There is code in the string parsing section that currently supports parsing
from the data buffer of unicode objects. However, that is something that
generally needs revising for CPython 3.3, which has a different internal
representation for the data buffer - or rather *four* of them, which makes
it impossible to parse directly from the buffer step by step, as both the
_FileReaderContext and the feed parser need to do. It currently works, but
it's extremely inefficient because it recodes the internal buffer before
parsing from it.

Lots of open tasks, little money to do them. And fixing or speeding up
Unicode parsing is certainly not a priority because it's rather useless in
practice. I'll still reopen the ticket, because the current way it's
handled is far from optimal and yields incorrect results for HTML. But
unless you want to provide a patch yourself, don't expect it to get closed
any time soon.

My advice is to pass the encoding parameter into the HTMLParser() instance,
instead of opening the file in unicode mode.
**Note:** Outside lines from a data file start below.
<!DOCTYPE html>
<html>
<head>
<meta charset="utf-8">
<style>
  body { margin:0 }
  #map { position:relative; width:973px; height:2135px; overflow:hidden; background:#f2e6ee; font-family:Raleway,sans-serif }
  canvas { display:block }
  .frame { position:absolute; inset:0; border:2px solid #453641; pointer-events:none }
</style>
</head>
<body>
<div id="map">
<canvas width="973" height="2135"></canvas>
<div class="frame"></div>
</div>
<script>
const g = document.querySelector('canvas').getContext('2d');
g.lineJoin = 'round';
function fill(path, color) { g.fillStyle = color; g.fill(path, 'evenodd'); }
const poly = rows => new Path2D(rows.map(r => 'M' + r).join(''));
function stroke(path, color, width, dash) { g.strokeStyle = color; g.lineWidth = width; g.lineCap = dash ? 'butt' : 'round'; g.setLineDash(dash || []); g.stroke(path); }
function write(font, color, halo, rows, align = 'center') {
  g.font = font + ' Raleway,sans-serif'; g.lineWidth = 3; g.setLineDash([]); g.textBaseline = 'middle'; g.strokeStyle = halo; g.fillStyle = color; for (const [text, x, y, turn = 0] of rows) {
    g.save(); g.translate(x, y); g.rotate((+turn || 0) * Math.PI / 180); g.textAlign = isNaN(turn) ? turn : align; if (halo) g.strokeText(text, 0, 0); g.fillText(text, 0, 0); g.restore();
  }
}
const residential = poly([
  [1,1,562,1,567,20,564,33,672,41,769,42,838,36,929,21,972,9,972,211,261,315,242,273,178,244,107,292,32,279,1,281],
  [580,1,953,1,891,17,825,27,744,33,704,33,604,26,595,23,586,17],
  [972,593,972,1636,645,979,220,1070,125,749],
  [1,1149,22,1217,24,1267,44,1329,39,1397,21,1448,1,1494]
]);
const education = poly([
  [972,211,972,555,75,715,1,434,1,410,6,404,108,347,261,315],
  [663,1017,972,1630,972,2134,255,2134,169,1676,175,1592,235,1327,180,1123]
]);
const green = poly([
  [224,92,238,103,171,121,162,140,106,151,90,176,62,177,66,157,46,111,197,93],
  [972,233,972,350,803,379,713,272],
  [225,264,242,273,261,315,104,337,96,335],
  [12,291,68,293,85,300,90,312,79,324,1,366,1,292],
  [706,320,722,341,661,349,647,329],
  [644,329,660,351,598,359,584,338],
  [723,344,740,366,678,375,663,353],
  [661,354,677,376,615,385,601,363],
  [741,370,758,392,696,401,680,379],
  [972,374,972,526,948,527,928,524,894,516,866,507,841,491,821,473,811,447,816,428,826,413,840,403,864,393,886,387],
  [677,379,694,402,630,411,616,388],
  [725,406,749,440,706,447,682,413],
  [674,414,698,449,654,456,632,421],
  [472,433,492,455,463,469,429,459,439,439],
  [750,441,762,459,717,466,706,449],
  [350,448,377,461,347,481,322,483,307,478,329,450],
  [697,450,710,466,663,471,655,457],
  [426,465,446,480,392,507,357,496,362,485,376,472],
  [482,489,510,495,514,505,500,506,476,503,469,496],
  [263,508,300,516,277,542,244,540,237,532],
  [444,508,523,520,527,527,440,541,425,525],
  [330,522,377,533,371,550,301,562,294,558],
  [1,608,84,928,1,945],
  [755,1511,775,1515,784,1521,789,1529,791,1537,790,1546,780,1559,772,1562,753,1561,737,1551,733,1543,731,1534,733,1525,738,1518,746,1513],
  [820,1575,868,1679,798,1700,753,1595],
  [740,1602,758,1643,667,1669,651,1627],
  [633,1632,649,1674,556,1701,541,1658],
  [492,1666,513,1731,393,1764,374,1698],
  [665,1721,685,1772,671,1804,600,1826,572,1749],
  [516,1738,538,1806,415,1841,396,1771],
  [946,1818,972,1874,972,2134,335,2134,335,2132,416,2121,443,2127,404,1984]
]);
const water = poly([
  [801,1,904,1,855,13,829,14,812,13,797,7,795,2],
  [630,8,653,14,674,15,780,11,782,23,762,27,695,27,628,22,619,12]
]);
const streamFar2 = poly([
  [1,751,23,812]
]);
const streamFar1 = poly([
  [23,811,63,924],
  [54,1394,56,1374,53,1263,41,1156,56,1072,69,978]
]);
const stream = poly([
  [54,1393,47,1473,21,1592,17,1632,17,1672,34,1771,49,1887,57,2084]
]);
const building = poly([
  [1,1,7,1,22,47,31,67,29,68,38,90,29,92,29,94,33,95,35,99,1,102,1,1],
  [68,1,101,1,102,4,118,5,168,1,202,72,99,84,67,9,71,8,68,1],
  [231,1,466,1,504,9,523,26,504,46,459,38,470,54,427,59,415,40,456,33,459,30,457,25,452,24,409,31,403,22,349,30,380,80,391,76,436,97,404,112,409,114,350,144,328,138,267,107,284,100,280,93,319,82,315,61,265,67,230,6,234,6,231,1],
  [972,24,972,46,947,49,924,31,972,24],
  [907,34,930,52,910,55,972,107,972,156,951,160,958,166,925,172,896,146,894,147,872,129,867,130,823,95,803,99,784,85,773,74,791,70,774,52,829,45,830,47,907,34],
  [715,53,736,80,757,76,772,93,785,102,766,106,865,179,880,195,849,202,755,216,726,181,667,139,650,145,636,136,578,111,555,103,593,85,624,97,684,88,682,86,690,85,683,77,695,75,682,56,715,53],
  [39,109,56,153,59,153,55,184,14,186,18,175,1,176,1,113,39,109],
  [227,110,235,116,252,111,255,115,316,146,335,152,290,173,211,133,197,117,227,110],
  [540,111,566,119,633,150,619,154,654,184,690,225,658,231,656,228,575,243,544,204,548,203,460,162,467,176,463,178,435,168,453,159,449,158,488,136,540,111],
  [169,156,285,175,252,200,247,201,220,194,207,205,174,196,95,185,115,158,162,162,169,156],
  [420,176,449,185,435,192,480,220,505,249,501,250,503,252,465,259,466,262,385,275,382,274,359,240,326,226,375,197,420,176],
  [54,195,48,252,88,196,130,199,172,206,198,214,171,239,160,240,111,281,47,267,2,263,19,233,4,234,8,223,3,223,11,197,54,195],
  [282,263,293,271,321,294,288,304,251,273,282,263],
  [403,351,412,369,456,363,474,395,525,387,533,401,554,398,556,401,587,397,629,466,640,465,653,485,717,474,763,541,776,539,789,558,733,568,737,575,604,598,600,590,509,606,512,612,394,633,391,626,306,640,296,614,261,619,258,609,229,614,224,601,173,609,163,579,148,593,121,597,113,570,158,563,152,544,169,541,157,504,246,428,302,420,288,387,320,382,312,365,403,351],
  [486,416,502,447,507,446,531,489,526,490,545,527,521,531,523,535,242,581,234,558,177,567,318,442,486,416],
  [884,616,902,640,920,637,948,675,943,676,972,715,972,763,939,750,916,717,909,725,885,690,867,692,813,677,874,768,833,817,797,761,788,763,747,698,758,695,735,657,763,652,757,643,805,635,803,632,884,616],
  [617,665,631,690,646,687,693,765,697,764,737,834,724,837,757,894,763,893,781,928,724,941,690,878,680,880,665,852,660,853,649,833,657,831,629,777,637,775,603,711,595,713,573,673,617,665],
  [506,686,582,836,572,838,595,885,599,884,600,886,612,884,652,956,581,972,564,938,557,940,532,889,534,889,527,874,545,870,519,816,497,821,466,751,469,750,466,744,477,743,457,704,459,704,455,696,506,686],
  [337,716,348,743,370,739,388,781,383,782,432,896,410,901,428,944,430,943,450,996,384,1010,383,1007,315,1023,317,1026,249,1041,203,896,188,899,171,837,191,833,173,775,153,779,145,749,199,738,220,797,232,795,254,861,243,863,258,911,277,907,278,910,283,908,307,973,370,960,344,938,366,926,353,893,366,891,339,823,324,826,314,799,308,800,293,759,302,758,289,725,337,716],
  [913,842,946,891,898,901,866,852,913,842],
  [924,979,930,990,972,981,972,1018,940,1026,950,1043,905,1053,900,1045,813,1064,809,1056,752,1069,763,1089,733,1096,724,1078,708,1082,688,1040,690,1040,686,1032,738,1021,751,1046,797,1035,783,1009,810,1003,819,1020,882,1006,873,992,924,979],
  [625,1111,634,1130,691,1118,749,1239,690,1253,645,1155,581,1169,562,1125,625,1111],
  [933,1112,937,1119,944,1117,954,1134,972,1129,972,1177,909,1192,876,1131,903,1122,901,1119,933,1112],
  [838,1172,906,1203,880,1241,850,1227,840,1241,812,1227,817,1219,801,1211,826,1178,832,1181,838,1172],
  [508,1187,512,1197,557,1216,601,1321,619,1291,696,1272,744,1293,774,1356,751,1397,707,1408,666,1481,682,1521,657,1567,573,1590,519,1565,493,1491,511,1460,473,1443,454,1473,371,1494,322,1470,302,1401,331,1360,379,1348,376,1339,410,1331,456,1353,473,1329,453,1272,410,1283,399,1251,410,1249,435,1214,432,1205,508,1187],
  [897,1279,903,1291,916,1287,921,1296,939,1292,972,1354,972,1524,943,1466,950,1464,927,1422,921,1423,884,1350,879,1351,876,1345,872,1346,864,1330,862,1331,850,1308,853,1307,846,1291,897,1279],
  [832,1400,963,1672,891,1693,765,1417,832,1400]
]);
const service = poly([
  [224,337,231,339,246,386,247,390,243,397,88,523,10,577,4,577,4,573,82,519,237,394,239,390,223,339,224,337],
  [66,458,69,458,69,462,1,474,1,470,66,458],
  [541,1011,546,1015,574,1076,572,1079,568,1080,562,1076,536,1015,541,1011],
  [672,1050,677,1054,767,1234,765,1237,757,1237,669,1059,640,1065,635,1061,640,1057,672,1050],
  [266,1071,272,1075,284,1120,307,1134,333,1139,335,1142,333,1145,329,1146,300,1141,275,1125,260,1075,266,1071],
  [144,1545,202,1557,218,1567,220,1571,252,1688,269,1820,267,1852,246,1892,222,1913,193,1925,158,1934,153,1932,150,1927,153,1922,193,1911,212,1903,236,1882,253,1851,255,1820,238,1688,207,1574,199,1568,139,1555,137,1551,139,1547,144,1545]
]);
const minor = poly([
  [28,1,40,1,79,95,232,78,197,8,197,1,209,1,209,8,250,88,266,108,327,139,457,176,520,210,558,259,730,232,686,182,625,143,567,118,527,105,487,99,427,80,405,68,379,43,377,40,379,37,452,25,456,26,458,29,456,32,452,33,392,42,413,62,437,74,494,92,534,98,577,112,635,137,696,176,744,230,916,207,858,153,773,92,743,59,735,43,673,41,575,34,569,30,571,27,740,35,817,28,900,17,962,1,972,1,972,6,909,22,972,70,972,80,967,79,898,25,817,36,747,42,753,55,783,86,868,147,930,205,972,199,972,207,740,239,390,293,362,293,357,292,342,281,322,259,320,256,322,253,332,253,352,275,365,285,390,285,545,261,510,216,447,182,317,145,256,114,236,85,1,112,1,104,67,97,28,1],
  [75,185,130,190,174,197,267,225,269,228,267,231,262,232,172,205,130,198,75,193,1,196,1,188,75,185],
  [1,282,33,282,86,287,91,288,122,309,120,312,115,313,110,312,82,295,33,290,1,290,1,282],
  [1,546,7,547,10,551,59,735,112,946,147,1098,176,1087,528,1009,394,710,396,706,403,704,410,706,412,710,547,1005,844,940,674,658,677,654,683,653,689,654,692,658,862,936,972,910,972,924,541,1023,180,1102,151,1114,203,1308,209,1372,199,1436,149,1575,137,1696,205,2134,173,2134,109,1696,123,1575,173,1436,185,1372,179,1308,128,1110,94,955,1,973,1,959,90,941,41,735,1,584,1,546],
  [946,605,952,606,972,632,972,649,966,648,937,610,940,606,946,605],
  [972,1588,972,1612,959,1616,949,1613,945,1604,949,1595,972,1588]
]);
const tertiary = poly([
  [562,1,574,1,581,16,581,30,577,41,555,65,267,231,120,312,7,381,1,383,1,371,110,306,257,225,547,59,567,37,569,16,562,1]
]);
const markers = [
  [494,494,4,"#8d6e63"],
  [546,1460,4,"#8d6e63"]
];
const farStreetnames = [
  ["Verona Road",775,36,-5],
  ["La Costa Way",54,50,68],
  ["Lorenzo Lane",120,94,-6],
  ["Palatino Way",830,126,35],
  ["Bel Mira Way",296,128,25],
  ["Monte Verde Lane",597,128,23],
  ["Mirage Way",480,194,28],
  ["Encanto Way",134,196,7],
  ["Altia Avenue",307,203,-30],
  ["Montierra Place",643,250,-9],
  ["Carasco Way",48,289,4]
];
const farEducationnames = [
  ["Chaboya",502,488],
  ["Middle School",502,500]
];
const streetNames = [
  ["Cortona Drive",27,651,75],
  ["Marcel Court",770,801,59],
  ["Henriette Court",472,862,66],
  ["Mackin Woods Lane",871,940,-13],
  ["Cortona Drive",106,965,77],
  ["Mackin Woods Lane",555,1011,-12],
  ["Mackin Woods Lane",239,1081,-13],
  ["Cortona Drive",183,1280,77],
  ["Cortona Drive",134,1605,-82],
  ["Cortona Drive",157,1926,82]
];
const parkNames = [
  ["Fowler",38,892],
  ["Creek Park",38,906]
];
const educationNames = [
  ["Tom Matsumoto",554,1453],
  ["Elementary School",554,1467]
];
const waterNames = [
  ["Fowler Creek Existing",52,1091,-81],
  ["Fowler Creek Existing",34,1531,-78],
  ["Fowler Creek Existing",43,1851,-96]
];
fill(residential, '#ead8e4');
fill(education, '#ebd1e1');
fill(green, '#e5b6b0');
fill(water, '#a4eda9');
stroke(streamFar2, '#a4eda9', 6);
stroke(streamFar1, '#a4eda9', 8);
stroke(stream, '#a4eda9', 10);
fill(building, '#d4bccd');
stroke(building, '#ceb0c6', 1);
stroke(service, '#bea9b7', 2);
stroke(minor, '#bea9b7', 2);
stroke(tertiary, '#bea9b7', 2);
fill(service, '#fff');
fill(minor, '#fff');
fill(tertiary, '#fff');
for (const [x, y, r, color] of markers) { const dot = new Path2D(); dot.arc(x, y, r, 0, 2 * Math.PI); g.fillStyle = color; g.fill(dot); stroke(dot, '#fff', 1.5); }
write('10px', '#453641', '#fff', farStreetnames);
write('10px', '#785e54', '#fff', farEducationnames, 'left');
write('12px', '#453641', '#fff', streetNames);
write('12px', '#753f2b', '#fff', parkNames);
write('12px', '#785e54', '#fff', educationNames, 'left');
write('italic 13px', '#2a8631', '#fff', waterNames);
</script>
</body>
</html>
That's always going to work,
and it's also *substantially* more efficient in both Py2 and Py3. It will
also be more efficient in Py3.3, because creating the Unicode string inside
of CPython's file implementation requires two passes over the data there,
including a copy to a potentially wider buffer, before libxml2 recodes it
again into a third copy and parses from that.

Handling bytes is a much faster single copy inside of CPython, then libxml2
does its second copy while decoding the buffer and parses from that. In
your specific case of UTF-8 encoded data, it can even avoid the recoding
step completely, because UTF-8 is the native encoding that libxml2 uses
internally.

Do some benchmarks, you'll quickly see the difference.